ZS-Well, I was probably about 16 or so and super heartbroken when I heard The Bitter End from Andy Hulls solo project Right Away, Great captain! And that record broke me and put me back together. I started writing some super awful poetry around the time and picked up guitar and its really cool to have that as an outlet.

What was your recording experience like at Archer Avenue? The album sounds amazing and Kenny seemed to help bring the best out of the band.

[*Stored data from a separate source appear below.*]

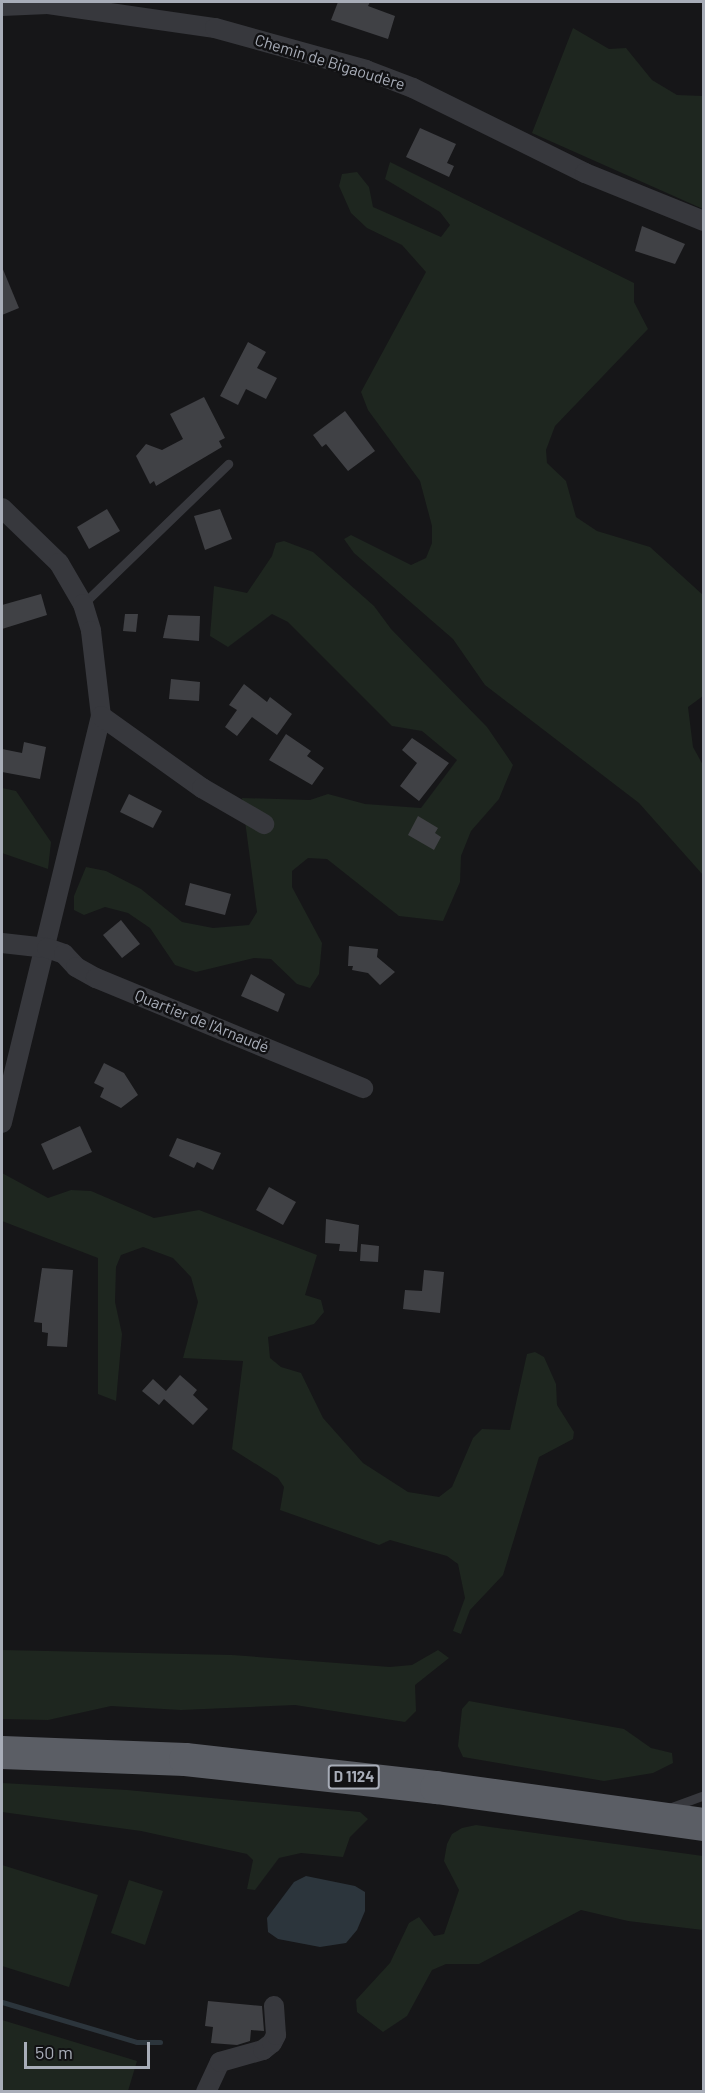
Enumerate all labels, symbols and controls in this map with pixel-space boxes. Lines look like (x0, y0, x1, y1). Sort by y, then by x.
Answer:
street label: Chemin de Bigaoudère (253, 30, 407, 94)
street label: Quartier de l'Arnaudé (132, 985, 272, 1057)
road number: D 1124 (327, 1765, 381, 1789)
scale bar (27, 2030, 153, 2068)
text: 50 m (35, 2041, 73, 2063)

ZS-Thanks man. As soon as I found out that Kenny recorded that new All Get Out record, I was sold. I was super nervous about recording because we’d never really done much but he was such a cool dude and really knows how to make you feel comfortable and work with you to find the sound you’re looking for. He helped me find harmonies and told me where I should double up vocals, even pointed out to me that one of the chords I was playing in Nevermind was out of key and showed me an alternative. Not to mention he let me play his guitars and run through his mahogany handwired AC30. Damn that thing was gorgeous. But anyways, yeah. It was perfect. I’ll never record anywhere else.

What have you learned from really being involved in the music scene so far?

ZS-It was nothing like I expected. I figured that there’d be a lot of competition but there’s this kind of camaraderie about most musicians around here that’s rad. It’s a really tight knit community and I’ve met some of the coolest people I’ve ever met so far.